The Art Museum of South Texas is on downtown’s waterfront. Nearby are a glorious fountain and people fishing in Corpus Christi Bay. From one inside museum window of a really fine Philip Johnson building design, you can see the USS Lexington, which has interactive World War II battle stations, a flight simulator, etc. This white shellcrete and plaster museum is not just about art. It’s an obvious community asset that brings in excellent temporary shows so that locals don’t have to travel great distances to see, say, a Chihuly sculpture. Socially adept, it sponsors painting workshops, art walks, shows films, etc.
What makes the Art Museum of South Texas a bit different from other museums is its focus on recent acquisitions and regional artists. For example, David Waterbury of Minneapolis, who attended Corpus Christi’s W. B. Ray High School, donated 21 works of art, and some of them are on relatively permanent display in an exhibition called “Conversations with Wood”.

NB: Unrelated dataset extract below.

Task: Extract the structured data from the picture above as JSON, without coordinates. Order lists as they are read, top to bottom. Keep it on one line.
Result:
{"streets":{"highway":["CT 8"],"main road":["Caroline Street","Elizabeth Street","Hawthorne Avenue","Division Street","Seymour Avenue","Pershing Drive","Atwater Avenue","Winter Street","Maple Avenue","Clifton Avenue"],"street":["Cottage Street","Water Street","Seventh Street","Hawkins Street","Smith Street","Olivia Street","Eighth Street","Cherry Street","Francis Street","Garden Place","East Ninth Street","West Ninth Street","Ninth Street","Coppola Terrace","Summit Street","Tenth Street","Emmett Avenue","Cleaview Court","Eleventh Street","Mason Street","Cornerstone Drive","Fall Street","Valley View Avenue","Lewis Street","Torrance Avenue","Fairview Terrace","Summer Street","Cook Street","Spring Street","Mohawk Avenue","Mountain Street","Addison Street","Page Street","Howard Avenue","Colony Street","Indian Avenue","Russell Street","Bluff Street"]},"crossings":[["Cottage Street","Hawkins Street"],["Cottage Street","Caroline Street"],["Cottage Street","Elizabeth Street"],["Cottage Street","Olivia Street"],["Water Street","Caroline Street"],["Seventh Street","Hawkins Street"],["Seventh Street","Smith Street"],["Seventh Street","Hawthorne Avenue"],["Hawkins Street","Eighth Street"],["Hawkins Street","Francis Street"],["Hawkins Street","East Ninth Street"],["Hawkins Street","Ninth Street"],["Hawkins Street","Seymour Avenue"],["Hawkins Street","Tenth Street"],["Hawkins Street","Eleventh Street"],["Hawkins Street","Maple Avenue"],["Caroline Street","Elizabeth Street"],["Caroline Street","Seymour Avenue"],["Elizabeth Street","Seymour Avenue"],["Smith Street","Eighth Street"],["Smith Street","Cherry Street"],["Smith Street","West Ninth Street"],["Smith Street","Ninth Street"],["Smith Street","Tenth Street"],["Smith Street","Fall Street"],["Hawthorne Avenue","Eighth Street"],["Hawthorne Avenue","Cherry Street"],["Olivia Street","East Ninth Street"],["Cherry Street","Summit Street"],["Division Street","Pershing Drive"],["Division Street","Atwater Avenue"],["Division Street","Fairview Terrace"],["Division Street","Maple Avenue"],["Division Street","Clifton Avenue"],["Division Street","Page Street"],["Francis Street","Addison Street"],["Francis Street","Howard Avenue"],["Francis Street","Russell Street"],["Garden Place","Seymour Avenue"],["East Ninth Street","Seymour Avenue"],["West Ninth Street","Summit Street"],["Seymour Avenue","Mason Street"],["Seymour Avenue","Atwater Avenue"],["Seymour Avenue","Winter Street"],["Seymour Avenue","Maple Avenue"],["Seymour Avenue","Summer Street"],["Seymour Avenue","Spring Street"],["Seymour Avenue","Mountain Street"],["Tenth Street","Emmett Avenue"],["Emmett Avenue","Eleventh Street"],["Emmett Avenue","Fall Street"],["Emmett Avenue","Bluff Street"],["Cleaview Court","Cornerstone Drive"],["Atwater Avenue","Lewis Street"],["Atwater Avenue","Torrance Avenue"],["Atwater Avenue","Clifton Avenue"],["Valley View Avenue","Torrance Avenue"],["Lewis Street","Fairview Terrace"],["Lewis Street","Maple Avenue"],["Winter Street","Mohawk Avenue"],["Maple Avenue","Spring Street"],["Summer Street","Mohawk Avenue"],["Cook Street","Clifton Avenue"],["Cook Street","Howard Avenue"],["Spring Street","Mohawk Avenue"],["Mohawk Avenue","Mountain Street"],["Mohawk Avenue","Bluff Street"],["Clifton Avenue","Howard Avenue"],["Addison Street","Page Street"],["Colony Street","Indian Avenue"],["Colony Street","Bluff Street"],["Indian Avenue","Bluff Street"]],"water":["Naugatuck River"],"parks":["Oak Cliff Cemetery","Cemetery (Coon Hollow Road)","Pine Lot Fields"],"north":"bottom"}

Being a university research facility, The Marine Science Education Center’s intention is to educate families and increase environmental awareness. “Hundreds of sea turtles, ” it warns, “die each year from consuming plastic.” The popular blue crabs that are annually harvested and consumed on the Gulf Coast are decreasing in numbers, so this education center has turned a larval stage one into an odd cartoon character named Zoe. Despite parental prodding, I saw far more kids pushing buttons to make fish eyes light up than devoting their attention to the Estuary Explorium. But who knows? Perhaps one of those kids will grow up to solve the problem of the diminishing blue crab.